EGU21-6425, updated on 09 Jan 2024
EGU General Assembly 2021
© Author(s) 2024. This work is distributed under
the Creative Commons Attribution 4.0 License.

Modelling the ocean circulation and the basal melting in the Prydz Bay-Amery Ice Shelf system

Jing Jin1, Antony J. Payne1, William Seviour2, and Christopher Bull3
Jing Jin et al.
  • 1School of Geographical Sciences, University of Bristol, Bristol, UK
  • 2Global Systems Institute and Department of Mathematics, University of Exeter, Exeter, UK
  • 3Department of Geography and Environmental Sciences, Northumbria University, Newcastle upon Tyne, UK

The basal melting of the Amery Ice Shelf (AIS) in East Antarctica and its connections with the oceanic circulation are investigated by a regional ocean model. The simulated estimations of net melt rate over AIS from 1976 to 2005 vary from 1 to 2 m/yr depending primarily due to inflow of modified Circumpolar Deep Water (mCDW).
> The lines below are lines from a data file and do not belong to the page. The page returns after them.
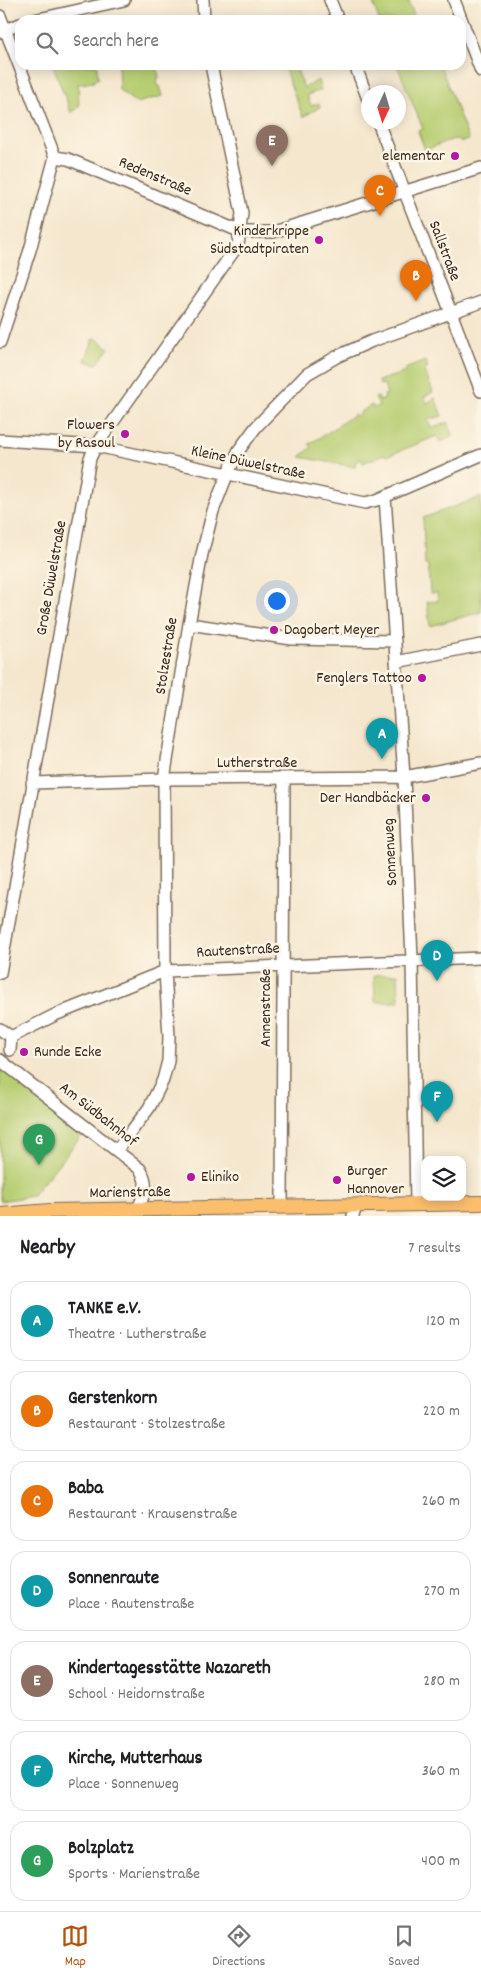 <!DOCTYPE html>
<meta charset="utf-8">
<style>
body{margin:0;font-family:Dekko,sans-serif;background:#f2f2f2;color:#202124}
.controls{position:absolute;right:15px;bottom:15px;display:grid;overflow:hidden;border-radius:10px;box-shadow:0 2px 12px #0003}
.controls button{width:45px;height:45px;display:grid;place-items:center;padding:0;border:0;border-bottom:1px solid #e0e0e0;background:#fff;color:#202124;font:25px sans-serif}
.compass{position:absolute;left:361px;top:85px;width:45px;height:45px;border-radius:50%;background:#fff;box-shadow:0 2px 12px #0003;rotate:184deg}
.you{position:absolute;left:276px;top:600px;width:18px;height:18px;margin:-12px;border:4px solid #fff;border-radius:50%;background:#1a73e8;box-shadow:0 0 0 8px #1a73e833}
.badge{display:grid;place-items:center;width:32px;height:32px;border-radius:50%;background:#b45309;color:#fff;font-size:16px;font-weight:700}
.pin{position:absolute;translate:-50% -41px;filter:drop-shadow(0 1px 2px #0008)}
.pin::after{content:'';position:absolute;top:26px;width:18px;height:15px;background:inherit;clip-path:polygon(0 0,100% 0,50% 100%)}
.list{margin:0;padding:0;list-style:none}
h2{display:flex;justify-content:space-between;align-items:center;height:65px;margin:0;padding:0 20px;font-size:21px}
h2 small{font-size:16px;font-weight:400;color:#757577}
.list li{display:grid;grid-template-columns:32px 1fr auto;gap:15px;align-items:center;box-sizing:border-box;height:80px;margin:0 10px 10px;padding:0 10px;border:1px solid #e0e0e0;border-radius:15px}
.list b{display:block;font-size:19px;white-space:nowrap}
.list p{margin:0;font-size:16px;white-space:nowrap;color:#757577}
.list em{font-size:16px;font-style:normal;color:#757577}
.icon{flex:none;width:28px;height:28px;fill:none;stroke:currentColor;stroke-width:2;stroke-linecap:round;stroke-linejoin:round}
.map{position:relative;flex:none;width:481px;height:1216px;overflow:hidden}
.search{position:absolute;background:#fff;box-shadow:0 2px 12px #0003;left:15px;right:15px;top:15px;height:55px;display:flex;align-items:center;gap:12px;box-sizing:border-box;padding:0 18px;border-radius:15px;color:#757577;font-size:19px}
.sheet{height:695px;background:#fff}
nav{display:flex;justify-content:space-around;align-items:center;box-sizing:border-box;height:70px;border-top:1px solid #e0e0e0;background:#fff;font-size:14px;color:#757577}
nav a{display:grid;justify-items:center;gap:2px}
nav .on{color:#b45309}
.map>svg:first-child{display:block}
.green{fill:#b7ce72;stroke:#797c48}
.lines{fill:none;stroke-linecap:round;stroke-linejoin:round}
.minor-casing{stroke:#7c6c5c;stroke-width:14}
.major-casing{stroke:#7c6c5c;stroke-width:16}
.minor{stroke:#fff;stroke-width:11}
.major{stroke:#fabe6d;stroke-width:14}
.poi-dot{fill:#b5179e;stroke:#fcf5e5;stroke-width:2}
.labels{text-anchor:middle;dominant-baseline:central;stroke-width:5;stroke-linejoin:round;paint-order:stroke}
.poi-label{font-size:16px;fill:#3b2a1e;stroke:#fcf5e5;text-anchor:end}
.street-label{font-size:16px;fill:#3b2a1e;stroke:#fcf5e5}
</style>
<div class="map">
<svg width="481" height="1216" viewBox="0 0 481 1216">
<rect width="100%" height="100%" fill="#fcf5e5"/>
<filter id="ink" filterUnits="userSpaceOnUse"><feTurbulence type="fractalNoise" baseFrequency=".02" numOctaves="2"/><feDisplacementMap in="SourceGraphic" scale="10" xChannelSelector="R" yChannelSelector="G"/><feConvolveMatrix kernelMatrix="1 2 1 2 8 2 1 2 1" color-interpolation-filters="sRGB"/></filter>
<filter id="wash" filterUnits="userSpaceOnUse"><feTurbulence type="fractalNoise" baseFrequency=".0096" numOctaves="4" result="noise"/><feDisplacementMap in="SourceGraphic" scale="20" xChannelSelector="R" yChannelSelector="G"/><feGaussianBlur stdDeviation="1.12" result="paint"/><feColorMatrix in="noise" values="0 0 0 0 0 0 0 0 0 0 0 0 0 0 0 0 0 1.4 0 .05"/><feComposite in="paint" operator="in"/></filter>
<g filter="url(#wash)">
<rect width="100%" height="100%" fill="#f5e7ce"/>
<path class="green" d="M372,0H408L416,20H379Z
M53,65H97L98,79H94V82L78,84L79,106L71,113Z
M118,65H157L159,78L157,79L158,86H160L163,96L136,103L119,90Z
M283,65H300L296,67L304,88L318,80L321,90L307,95L311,106L319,103L320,107L303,117Z
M397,65H440L469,140L461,142L454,139L425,150L418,131L423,129Z
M94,337L109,348L97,364L85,361Z
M425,361L428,368L424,370L433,392L424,397L427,403L435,398L442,416L428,420L431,428L448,422L453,435L452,437L440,442L437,436L387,456L385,454L363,463L361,459L356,461L355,467L300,457L312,447L309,444L324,435L355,414L357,416L361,413L360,412L372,405L374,408L379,405L375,398L378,397L380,401L385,399L384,395L387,394L384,384L380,385L378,381L406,372L405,369Z
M481,497V612L430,626L427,602L438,601L437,593H430L428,565H425L423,518Z
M398,974L399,1002H375L374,975Z
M0,1060L88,1128L32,1196L0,1201Z"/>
</g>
<g filter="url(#ink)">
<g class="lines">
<g class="minor-casing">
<path id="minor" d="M203,0L204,20
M330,0L338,20
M454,0L481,71
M0,16L55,157L30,250L0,342
M34,20L124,0
M0,32L20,24
M355,65L368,99
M378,122L481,391
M55,157L68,159L241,232H273L481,168
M0,440L96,446L365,503L377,500L481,455
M385,497L404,777L412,959L416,1205
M189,624L292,639L395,641
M396,662L481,645
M32,783L164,779L404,777L481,763
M0,973L90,458L96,446L238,245L242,213L211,65
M0,1029L11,1037L10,1050
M11,1037L55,1015L165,971L481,958
M0,1060L140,1169C150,1185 144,1195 137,1211
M117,1150L149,1108L163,1080L168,1061L169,1037L165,971L164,779L189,624L202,554L213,511L227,475L239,450L256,427L307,374L338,356L372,341L481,302
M282,1206L284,779
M353,1216L356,1206"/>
</g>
<g class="major-casing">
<path id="major" d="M0,1215L50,1211L481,1203"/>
</g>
<use href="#minor" class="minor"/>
<use href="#major" class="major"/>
</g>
</g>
<g class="poi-dot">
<circle cx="455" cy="156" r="5"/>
<circle cx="319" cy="240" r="5"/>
<circle cx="125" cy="434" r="5"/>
<circle cx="274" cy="630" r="5"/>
<circle cx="422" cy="678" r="5"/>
<circle cx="426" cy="798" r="5"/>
<circle cx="24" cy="1052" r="5"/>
<circle cx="191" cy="1177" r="5"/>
<circle cx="337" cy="1180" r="5"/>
</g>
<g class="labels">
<g class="poi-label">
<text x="445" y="156">elementar</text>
<text x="309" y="231">Kinderkrippe<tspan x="309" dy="18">Südstadtpiraten</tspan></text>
<text x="115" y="425">Flowers<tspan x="115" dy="18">by Rasoul</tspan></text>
<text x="284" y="630" text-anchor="start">Dagobert Meyer</text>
<text x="412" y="678">Fenglers Tattoo</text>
<text x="416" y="798">Der Handbäcker</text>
<text x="34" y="1052" text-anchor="start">Runde Ecke</text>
<text x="347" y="1171" text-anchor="start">Burger<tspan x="347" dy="18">Hannover</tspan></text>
<text x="201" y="1177" text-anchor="start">Eliniko</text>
</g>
<g class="street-label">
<text transform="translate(155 177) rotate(23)">Redenstraße</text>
<text transform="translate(444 251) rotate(69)">Sallstraße</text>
<text transform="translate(248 463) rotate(12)">Kleine Düwelstraße</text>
<text transform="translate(52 578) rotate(-80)">Große Düwelstraße</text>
<text transform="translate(167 656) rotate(-81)">Stolzestraße</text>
<text x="257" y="763">Lutherstraße</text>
<text transform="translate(391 852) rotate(-93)">Sonnenweg</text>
<text transform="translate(238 951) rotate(-3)">Rautenstraße</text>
<text transform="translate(266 1008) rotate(-90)">Annenstraße</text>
<text transform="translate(98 1115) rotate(38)">Am Südbahnhof</text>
<text transform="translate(130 1193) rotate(-1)">Marienstraße</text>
</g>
</g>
</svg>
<div class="controls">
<button><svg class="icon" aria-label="layers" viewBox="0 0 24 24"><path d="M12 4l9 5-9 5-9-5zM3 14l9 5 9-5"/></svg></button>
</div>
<svg class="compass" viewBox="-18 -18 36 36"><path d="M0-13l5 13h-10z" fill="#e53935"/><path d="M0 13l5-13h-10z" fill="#757577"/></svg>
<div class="you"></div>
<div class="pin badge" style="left:382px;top:759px;background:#0f9aa8">A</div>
<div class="pin badge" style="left:416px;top:301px;background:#e8710a">B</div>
<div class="pin badge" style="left:380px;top:216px;background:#e8710a">C</div>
<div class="pin badge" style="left:437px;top:981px;background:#0f9aa8">D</div>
<div class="pin badge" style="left:272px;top:166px;background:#8d6e63">E</div>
<div class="pin badge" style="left:437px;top:1122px;background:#0f9aa8">F</div>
<div class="pin badge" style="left:39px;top:1165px;background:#2e9e5b">G</div>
<div class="search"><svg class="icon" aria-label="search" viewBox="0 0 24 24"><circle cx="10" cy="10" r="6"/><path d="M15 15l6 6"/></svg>Search here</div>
</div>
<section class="sheet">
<h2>Nearby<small>7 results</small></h2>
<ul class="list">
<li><span class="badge" style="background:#0f9aa8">A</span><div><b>TANKE e.V.</b><p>Theatre · Lutherstraße</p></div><em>120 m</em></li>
<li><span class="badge" style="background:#e8710a">B</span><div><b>Gerstenkorn</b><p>Restaurant · Stolzestraße</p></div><em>220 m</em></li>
<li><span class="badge" style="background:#e8710a">C</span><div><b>Baba</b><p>Restaurant · Krausenstraße</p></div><em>260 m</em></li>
<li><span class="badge" style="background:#0f9aa8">D</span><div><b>Sonnenraute</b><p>Place · Rautenstraße</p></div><em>270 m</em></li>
<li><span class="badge" style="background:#8d6e63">E</span><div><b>Kindertagesstätte Nazareth</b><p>School · Heidornstraße</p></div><em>280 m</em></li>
<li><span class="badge" style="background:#0f9aa8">F</span><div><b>Kirche, Mutterhaus</b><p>Place · Sonnenweg</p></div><em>360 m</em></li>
<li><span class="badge" style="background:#2e9e5b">G</span><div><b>Bolzplatz</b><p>Sports · Marienstraße</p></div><em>400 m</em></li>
</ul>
</section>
<nav>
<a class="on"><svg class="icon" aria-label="map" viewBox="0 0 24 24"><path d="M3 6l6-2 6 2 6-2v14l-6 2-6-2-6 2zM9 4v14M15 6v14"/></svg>Map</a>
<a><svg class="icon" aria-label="directions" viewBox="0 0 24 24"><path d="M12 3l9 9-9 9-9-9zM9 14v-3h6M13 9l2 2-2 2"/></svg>Directions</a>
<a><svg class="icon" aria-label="saved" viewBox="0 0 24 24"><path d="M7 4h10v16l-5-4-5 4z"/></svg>Saved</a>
</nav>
Prydz Bay Eastern Costal Current (PBECC) and the eastern branch of Prydz Bay Gyre (PBG) are identified as two main mCDW intrusion pathways. The oceanic heat transport from both PBECC and PBG has significant seasonal variability, which is associated with the Antarctic Slope Current. The onshore heat transport has a long-lasting effect on basal melting. The basal melting is primarily driven by the inflowing water masses though a positive feedback mechanism. The intruding warm water masses destabilize the thermodynamic structure in the sub-ice shelf cavity therefore enhancing the overturning circulations, leading to further melting due to increasing heat transport. However, the inflowing saltier water masses due to sea-ice formation could offset the effect of temperature through stratifying the thermodynamic structure, then suppressing the overturning circulation and reducing the basal melting.

How to cite: Jin, J., Payne, A. J., Seviour, W., and Bull, C.: Modelling the ocean circulation and the basal melting in the Prydz Bay-Amery Ice Shelf system, EGU General Assembly 2021, online, 19–30 Apr 2021, EGU21-6425,, 2021.